Con la energía de un chaval que explora por vez primera un castillo, subo las empinadas cuestas por la parte trasera de la ciudad hasta el antiguo convento de la Soledad, desde donde se dominan los tejados de toda la villa y el cauce del Deva. Frente a su fachada hay un frondoso árbol de fresca sombra bajo cuyas hojas descanso un rato del esfuerzo de la subida, porque chaval ya no soy. Es este un lugar idílico que, como tantos otros en el País Vasco, parece haber quedado trabado en los espinos del tiempo.
Antiguo convento de la Soledad.
Desde aquí, bajo a la fresca y arbolada orilla del Deva, no sin echar un vistazo a Rosaura, que sigue intacta y a la sombra. Desde uno de los puentes del río se divisa, en contraste con el bosque de la ladera, la parroquia de Santa Marina, testigo del famoso abrazo entre los dos ejércitos combatientes.
Río Deva y parroquia de Santa Marina al fondo.
Me encamino hacia allí, para hollar con mis propios pies el escenario de aquel encuentro… o de aquella traición.

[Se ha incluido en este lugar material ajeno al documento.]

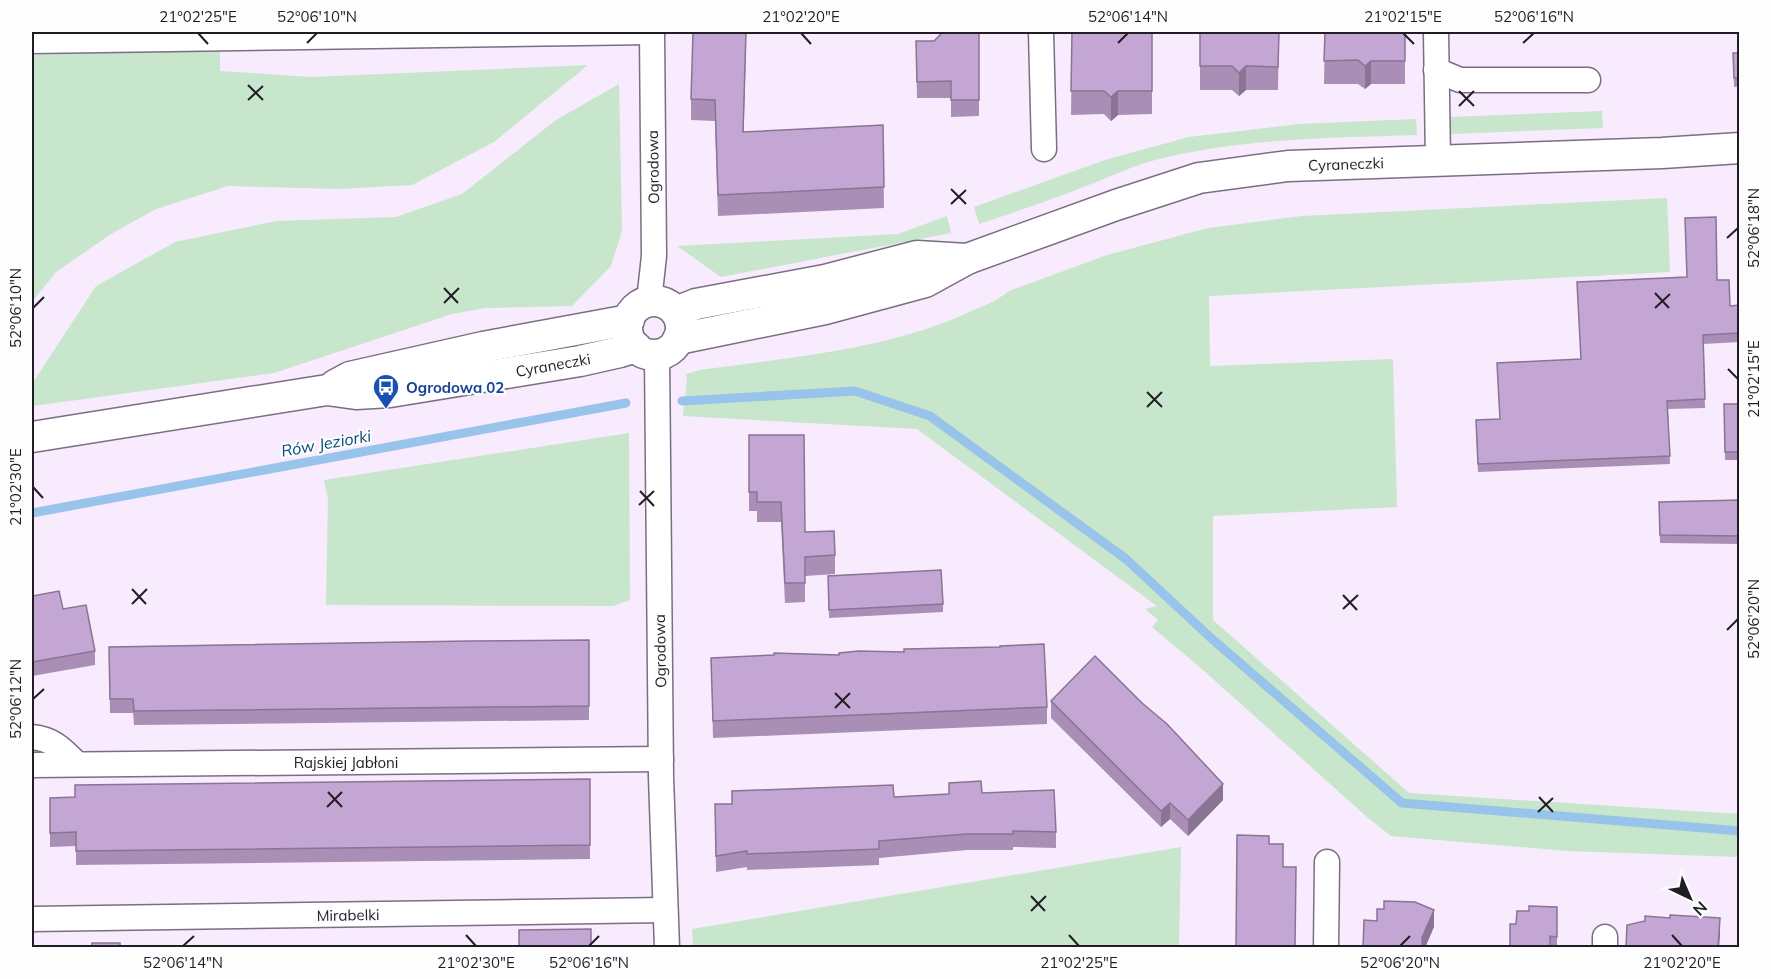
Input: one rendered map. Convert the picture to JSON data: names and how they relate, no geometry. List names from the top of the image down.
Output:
{
  "streets": {
    "street": [
      "Cyraneczki",
      "Ogrodowa",
      "Rajskiej Jabłoni",
      "Mirabelki"
    ]
  },
  "crossings": [
    ["Cyraneczki", "Ogrodowa"],
    ["Ogrodowa", "Rajskiej Jabłoni"],
    ["Ogrodowa", "Mirabelki"]
  ],
  "water": ["Rów Jeziorki"],
  "places": {
    "bus stop": ["Ogrodowa 02"]
  },
  "north": "bottom right",
  "coordinates": [
    "21°02'25\"E",
    "52°06'10\"N",
    "21°02'20\"E",
    "52°06'14\"N",
    "21°02'15\"E",
    "52°06'16\"N",
    "52°06'18\"N",
    "21°02'30\"E",
    "52°06'20\"N",
    "52°06'12\"N"
  ]
}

Y es que en la primera mitad del s XIX la paz y prosperidad que disfrutaba Vergara, reflejada en la abundancia y riqueza de sus palacios y edificios, se interrumpieron al verse involucrada en las guerras carlistas y ser principal escenario de algunos de sus acontecimientos. Cuenta la historia que, a la muerte de Fernando VII, la región se encontró dividida entre los liberales, partidarios de su esposa la regente Cristina, y los carlistas, en apoyo de su hermano el príncipe Don Carlos. Fiel en una primera batalla al bando liberal, la villa no tardaría, sin embargo, en rendirse sin resistencia a los carlistas, quedando bajo el mando del general Maroto. Sin embargo, a medida que los liberales fueron avanzando en otros frentes y que las calamidades se adueñaban de Vergara, empezó a plantearse la conveniencia de llegar a un acuerdo que pusiera fin a esa guerra fratricida, de modo que se estableció una vía de diálogo entre los generales de ambos ejércitos que batallaban en la región, quienes finalmente acordaron el mentado pacto, por el cual los carlistas rendían sus armas al general Espartero a condición de que la corona respetase sus fueros, que los liberales querían abolir. Y este acuerdo, firmado en el palacio Irizar como queda dicho, fue sellado pública y teatralmente con el abrazo de ambos generales a las afueras de la villa, junto a la iglesia de Santa Marina.
El Deva a su paso por el “campo del abrazo”,que quedaría a la izquierda.
Y es ese acuerdo al que Valle-Inclán, o acaso sólo alguno de sus personajes, se refiere como la traición de Vergara, al entender que la causa carlista fue de esa forma traicionada. Queda por fin, gracias a esta visita, aclarada la incógnita que para mí encerraron durante años las palabras del escritor gallego, y disipado el simple misterio que contenían. Cumplida la misión, ya sólo me resta volver. Pero antes, como es mi costumbre, busco un lugar agradable donde pedir vino y pincho. Lo encuentro en la casa de Aróstegui, donde devoro con fruición el trozo de tortilla, sentado a una mesa bajo la sombra de un frondoso árbol. Esta vez, para variar, he pedido una pepacola.
Palacio Laureaga.
En el extremo oeste del campo del abrazo se encuentra este palacio Laureaga, construido por el linaje Izaguirre en el s XVI. En la reja de una de sus ventanas hay esta inscripción: “Ni la busques ni la temas”, refiriéndose a la muerte. Bonito lema bajo el que vivir, para quien sea capaz de ello.